- [THE TASK] Counting task for the data below: how many lines hold the word "linecap"? Answer with the number only.
(DATA SHOWN Opens)
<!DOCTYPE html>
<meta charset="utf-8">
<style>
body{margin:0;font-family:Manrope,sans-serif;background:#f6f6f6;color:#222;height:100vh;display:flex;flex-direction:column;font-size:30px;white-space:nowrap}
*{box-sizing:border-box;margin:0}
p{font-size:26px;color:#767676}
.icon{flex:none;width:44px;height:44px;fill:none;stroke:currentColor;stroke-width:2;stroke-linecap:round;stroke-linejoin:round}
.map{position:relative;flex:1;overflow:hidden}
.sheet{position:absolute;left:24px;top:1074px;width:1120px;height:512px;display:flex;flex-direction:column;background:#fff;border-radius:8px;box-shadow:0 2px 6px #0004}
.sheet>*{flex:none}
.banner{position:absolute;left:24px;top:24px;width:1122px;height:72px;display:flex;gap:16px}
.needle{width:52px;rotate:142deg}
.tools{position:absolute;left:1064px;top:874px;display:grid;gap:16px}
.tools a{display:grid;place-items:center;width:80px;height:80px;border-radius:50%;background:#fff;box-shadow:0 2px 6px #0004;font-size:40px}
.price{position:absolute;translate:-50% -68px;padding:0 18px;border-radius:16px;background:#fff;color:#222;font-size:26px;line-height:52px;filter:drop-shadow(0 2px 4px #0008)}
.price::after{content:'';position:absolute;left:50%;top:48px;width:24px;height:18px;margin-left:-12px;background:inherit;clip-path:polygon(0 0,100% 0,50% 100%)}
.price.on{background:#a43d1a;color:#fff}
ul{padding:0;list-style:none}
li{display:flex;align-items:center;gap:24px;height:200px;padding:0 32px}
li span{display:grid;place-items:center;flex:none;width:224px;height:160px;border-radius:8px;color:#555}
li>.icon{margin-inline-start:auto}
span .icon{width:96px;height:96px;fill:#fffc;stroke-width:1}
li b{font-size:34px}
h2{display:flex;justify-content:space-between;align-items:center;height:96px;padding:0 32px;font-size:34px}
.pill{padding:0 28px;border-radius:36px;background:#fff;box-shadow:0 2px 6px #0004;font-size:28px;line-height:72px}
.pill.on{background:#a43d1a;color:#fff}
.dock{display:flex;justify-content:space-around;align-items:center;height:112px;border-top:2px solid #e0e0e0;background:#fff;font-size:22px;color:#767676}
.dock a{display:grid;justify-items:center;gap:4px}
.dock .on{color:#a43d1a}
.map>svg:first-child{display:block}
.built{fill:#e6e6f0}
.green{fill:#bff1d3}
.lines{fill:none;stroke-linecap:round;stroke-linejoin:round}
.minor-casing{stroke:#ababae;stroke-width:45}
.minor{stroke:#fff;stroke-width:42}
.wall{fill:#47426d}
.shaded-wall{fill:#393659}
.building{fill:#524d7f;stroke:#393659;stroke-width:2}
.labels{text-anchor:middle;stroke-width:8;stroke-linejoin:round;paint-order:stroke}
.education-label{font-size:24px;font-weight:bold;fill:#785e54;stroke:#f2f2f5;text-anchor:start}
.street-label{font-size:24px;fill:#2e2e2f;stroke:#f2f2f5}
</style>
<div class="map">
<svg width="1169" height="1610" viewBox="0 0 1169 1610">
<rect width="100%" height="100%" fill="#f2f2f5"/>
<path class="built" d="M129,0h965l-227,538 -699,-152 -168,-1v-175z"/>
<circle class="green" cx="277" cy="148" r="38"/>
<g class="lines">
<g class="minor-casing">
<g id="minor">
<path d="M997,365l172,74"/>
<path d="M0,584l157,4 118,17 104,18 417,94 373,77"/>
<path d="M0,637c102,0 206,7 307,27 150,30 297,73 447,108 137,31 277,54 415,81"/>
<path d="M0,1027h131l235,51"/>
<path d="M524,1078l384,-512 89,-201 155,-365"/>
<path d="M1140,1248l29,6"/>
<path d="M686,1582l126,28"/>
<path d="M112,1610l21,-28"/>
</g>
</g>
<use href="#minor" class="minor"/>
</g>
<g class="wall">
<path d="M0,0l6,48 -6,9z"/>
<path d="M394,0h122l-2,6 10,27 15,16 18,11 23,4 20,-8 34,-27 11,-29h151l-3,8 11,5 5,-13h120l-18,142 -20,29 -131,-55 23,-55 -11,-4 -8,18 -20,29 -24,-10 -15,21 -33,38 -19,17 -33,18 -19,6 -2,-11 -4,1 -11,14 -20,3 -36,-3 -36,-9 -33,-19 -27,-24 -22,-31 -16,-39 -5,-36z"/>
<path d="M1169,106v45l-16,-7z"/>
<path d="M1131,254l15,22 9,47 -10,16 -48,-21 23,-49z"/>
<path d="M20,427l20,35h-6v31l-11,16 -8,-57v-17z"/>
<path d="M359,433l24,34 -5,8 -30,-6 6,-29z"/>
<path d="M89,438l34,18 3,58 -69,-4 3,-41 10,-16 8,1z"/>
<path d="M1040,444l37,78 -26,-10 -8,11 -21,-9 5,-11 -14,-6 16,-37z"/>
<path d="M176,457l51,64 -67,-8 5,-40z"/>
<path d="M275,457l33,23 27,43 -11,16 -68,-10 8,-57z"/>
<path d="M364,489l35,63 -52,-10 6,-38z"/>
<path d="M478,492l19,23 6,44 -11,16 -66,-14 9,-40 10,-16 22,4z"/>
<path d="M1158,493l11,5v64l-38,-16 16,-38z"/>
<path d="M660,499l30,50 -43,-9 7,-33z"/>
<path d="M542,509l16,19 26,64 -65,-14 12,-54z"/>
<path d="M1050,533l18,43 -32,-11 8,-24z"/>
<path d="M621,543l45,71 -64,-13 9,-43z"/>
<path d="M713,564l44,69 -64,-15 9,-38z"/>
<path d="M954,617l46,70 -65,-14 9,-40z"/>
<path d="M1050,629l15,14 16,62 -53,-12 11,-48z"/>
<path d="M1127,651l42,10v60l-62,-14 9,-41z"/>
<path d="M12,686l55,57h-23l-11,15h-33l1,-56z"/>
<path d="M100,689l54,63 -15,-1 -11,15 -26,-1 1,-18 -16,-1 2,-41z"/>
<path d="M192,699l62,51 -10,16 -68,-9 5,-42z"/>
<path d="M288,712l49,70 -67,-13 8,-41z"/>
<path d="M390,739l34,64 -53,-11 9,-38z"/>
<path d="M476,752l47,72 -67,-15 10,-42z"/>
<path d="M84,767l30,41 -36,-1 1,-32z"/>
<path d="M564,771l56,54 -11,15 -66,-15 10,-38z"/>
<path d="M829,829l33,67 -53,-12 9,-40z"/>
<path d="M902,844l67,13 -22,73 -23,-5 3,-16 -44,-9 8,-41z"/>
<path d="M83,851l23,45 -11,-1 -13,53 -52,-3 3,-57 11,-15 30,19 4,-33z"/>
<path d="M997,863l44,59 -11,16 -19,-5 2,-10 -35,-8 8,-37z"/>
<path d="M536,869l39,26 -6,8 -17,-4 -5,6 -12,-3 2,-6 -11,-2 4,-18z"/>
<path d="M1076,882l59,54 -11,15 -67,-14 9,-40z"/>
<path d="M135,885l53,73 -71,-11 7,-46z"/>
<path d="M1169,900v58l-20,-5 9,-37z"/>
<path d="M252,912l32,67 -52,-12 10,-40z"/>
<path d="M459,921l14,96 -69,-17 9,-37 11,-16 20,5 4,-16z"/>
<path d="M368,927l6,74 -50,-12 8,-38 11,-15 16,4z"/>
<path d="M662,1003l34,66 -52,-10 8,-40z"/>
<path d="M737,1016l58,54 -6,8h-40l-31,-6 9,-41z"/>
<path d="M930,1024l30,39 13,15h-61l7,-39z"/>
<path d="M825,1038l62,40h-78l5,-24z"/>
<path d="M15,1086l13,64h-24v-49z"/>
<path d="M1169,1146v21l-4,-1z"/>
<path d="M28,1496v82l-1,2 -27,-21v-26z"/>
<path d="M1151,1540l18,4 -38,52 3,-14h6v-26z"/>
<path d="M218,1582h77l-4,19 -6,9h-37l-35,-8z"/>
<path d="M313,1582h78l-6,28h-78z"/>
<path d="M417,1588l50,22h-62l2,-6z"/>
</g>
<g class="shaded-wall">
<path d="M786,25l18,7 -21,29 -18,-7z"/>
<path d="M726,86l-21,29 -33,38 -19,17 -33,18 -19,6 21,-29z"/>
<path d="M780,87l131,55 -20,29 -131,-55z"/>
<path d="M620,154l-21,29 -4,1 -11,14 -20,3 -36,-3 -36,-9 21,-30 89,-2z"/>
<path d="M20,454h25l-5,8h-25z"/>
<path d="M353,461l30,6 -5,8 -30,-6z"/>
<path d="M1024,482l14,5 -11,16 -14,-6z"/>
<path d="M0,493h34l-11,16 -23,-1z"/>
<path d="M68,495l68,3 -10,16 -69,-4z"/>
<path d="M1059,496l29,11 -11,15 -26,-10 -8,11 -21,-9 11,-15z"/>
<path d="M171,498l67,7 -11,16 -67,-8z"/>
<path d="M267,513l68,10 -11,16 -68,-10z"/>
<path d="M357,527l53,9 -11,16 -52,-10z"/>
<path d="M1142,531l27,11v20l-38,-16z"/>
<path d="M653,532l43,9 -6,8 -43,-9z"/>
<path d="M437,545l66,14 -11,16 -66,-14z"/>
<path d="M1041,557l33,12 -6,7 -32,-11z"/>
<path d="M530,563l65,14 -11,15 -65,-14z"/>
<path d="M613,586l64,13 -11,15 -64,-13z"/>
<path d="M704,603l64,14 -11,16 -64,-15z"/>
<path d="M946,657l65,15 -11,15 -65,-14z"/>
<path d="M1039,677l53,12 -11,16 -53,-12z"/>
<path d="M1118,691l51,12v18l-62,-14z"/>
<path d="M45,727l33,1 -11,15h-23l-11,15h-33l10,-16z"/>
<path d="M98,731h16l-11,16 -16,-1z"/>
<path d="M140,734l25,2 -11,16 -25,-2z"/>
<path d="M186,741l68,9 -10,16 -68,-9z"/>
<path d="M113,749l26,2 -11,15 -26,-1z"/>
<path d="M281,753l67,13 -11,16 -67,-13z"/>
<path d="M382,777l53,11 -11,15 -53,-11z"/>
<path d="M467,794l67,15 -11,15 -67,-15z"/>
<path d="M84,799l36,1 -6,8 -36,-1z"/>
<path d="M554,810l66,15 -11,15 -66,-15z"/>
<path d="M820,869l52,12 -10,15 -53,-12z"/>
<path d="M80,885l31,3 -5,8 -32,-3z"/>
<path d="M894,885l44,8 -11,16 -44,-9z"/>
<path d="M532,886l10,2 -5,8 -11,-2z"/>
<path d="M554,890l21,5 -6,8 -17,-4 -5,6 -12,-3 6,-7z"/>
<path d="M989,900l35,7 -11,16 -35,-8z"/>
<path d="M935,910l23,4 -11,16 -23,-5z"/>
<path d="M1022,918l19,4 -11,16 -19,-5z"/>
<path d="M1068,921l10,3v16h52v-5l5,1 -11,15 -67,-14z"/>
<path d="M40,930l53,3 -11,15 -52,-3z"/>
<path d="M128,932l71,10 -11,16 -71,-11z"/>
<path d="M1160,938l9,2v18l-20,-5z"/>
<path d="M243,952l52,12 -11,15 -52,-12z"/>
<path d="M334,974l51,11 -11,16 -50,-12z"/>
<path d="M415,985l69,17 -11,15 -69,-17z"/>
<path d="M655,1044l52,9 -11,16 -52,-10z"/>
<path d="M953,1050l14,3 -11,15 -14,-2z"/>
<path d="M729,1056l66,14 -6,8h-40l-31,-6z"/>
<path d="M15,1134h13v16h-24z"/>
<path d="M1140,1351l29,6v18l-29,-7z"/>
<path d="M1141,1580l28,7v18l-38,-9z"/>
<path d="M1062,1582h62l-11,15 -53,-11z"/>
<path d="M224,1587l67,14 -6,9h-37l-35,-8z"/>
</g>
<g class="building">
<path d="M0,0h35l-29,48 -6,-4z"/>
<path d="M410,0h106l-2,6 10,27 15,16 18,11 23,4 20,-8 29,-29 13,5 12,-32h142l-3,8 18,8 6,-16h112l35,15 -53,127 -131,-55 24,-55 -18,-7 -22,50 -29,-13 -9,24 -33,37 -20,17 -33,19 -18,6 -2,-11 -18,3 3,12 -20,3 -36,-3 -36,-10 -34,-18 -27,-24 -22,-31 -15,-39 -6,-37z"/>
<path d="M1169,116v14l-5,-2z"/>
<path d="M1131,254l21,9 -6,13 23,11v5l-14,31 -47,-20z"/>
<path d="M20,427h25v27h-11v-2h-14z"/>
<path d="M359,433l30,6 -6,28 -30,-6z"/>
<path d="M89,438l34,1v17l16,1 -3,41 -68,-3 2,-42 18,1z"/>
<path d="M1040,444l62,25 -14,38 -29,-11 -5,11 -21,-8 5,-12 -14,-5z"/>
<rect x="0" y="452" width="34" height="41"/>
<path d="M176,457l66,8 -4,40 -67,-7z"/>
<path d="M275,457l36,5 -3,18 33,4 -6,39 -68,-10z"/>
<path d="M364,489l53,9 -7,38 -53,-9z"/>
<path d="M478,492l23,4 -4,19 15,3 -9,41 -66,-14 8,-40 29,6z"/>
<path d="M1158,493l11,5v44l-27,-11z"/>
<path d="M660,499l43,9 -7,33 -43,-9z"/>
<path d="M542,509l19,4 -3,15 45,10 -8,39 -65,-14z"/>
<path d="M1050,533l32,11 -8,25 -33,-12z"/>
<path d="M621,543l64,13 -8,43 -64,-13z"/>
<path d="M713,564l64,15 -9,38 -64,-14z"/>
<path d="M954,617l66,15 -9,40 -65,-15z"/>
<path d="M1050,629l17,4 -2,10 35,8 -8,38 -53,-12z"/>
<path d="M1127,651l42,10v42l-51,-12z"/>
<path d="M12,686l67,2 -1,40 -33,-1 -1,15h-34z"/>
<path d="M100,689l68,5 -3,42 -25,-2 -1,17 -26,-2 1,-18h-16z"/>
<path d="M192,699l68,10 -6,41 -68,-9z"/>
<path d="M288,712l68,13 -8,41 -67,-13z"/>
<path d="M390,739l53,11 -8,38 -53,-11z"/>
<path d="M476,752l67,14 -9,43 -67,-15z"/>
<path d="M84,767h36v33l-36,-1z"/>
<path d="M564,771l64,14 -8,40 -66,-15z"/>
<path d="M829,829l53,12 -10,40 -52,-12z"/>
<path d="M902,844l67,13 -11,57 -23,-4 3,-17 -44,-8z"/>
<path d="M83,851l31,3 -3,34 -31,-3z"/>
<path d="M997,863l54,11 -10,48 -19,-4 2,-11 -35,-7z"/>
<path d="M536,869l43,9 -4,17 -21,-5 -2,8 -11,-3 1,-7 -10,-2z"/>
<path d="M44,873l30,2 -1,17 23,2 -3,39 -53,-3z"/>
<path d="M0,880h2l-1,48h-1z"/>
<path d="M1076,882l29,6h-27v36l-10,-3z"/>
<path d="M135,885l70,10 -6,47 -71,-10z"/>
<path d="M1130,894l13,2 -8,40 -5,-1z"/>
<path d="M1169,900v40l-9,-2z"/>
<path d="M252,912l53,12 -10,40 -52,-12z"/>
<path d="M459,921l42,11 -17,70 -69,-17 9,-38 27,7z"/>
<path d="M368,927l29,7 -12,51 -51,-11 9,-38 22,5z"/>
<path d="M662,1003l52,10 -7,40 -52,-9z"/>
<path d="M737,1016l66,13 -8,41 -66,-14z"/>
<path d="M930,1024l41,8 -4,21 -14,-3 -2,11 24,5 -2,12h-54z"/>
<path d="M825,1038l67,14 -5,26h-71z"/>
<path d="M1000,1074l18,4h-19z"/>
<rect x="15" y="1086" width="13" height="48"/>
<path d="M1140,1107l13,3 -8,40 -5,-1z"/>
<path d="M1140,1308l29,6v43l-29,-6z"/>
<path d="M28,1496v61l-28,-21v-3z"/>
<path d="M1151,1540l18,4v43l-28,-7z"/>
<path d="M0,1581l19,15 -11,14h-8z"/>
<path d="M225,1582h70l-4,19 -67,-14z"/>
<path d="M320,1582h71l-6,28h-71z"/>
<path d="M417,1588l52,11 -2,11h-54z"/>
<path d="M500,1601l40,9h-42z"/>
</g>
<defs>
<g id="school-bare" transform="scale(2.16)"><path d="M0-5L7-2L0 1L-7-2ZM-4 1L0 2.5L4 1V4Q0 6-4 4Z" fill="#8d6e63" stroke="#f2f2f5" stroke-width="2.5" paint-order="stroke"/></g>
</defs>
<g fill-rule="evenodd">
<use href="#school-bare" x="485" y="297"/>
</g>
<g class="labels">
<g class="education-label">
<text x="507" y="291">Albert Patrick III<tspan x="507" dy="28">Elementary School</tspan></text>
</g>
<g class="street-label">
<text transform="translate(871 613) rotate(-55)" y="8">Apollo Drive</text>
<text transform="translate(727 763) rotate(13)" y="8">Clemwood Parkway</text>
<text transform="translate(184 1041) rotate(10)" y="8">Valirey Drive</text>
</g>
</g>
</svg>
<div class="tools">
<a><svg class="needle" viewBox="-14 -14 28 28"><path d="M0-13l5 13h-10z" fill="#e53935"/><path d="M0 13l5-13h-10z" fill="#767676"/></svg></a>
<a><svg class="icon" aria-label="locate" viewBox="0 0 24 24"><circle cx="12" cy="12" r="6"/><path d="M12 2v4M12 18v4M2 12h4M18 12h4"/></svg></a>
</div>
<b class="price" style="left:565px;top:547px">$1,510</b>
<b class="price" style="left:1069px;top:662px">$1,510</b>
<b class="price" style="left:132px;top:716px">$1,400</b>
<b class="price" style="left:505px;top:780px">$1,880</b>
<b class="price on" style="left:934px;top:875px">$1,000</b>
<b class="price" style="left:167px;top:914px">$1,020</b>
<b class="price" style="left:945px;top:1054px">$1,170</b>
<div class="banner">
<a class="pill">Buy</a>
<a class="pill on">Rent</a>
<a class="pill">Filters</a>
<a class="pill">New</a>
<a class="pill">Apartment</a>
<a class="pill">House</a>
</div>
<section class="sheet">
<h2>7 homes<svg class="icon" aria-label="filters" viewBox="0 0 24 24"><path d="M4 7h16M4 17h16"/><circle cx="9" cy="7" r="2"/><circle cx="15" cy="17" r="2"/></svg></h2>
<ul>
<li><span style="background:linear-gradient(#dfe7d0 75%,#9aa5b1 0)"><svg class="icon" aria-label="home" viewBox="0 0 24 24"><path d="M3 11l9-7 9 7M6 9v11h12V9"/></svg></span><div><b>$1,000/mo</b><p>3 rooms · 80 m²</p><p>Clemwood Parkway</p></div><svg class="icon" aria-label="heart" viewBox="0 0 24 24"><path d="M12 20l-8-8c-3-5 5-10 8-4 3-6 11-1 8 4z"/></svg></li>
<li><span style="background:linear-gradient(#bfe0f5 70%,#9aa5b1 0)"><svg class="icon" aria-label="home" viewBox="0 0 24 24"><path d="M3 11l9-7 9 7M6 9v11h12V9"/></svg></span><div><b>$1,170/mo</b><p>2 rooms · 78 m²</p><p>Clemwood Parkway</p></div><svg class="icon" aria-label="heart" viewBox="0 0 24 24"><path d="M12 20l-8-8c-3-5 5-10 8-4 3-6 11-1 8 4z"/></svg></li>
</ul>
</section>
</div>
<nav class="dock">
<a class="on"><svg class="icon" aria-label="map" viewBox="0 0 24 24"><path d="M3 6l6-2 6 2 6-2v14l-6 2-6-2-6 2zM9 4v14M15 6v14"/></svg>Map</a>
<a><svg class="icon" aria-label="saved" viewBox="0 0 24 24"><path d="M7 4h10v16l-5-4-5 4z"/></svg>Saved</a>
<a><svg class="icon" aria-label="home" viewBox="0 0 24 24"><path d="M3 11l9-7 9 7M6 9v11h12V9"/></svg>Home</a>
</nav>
(DATA SHOWN Closes)
- [SOLUTION TO THIS TASK] 2